Mathematics, 2022, vol. 10, issue 18, 1-17

Abstract: Due to the lack of body stability of emergency rescue vehicles, their attitude stability is insufficient and they are unable to realize working while driving, resulting in low rescue efficiency. Aiming at the water tower fire truck, which is equipped with an active suspension system, the vehicle attitude stability is studied. First, combined with the active suspension system and spray system, a 13-DOF integrated dynamic model for the water tower fire truck is established. Using the model-assisted active disturbance rejection control method, the controllers are designed for the vertical displacement, pitch angle, and roll angle of the vehicle attitude. Then, the computer simulation is carried out to verify the effectiveness of this control method. Finally, the water spray obstacle crossing experiment is carried out with a JP32G water tower fire truck.
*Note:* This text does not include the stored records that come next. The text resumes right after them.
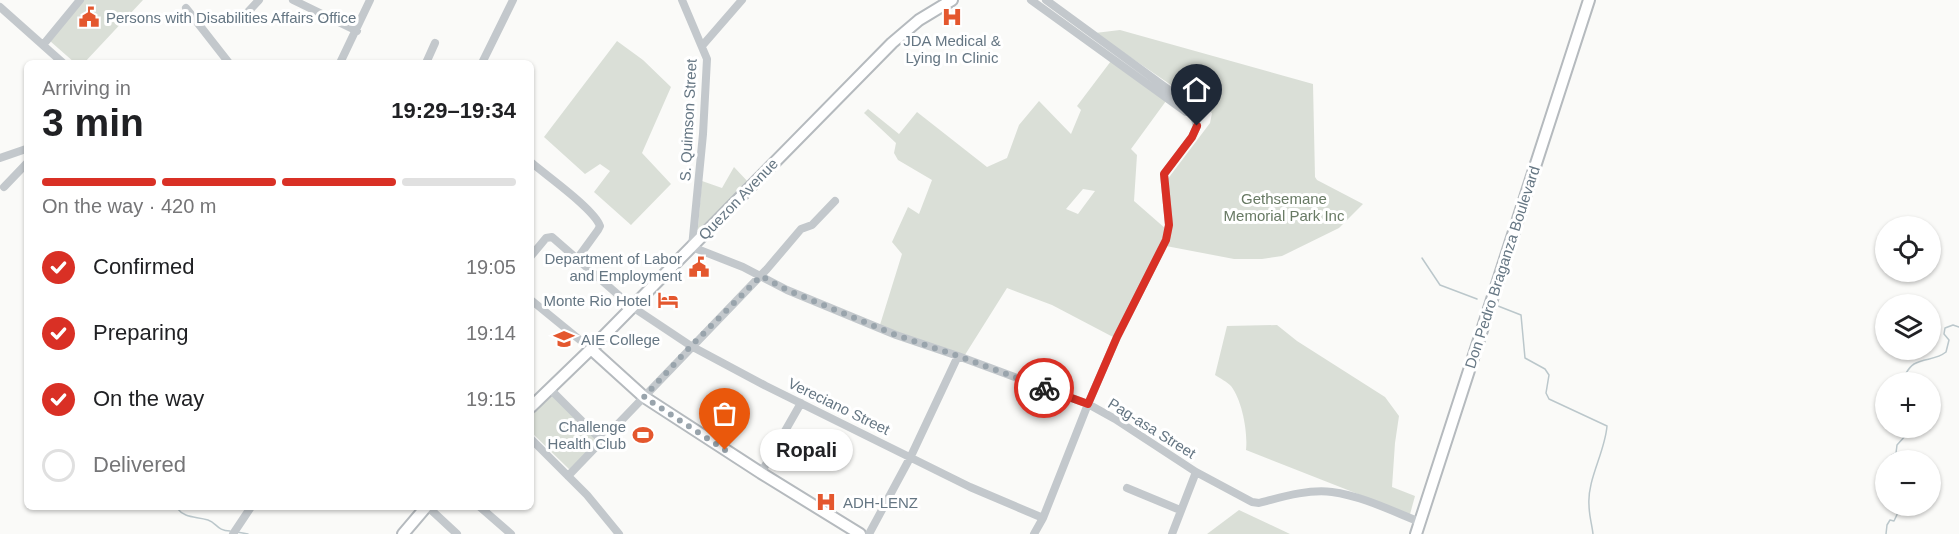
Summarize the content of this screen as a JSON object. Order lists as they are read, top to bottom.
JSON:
{
  "streets": {
    "main road": ["Quezon Avenue", "Don Pedro Braganza Boulevard"],
    "street": ["S. Quimson Street", "Vereciano Street", "Pag-asa Street"]
  },
  "crossings": [
    ["S. Quimson Street", "Quezon Avenue"],
    ["S. Quimson Street", "Pag-asa Street"],
    ["Quezon Avenue", "Vereciano Street"],
    ["Quezon Avenue", "Pag-asa Street"],
    ["Don Pedro Braganza Boulevard", "Pag-asa Street"]
  ],
  "parks": ["Gethsemane Memorial Park Inc"],
  "places": {
    "public building": ["Persons with Disabilities Affairs Office", "Department of Labor and Employment"],
    "hospital": ["JDA Medical & Lying In Clinic", "ADH-LENZ"],
    "hotel": ["Monte Rio Hotel"],
    "school or university": ["AIE College"],
    "sports": ["Challenge Health Club"],
    "other": ["Ropali"]
  },
  "page": {
    "heading": ["3 min", "Arriving in", "19:29–19:34"],
    "bar": "On the way · 420 m",
    "map_buttons": ["+", "−"],
    "list": [
      ["Confirmed", "19:05"],
      ["Preparing", "19:14"],
      ["On the way", "19:15"],
      "Delivered"
    ],
    "bubble": "Ropali"
  }
}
The results show that when the vehicle runs over the triangular obstacle on one side and two sides in the integrated spray-active suspension mode, the peak–peak values of body pitch angle and roll angle are reduced by 10.9% and 23.2%, and 23.7% and 16.3%, respectively, compared with the passive hydro pneumatic suspension.

Keywords: water tower fire truck; active suspension; MADRC; vehicle attitude stability (search for similar items in EconPapers)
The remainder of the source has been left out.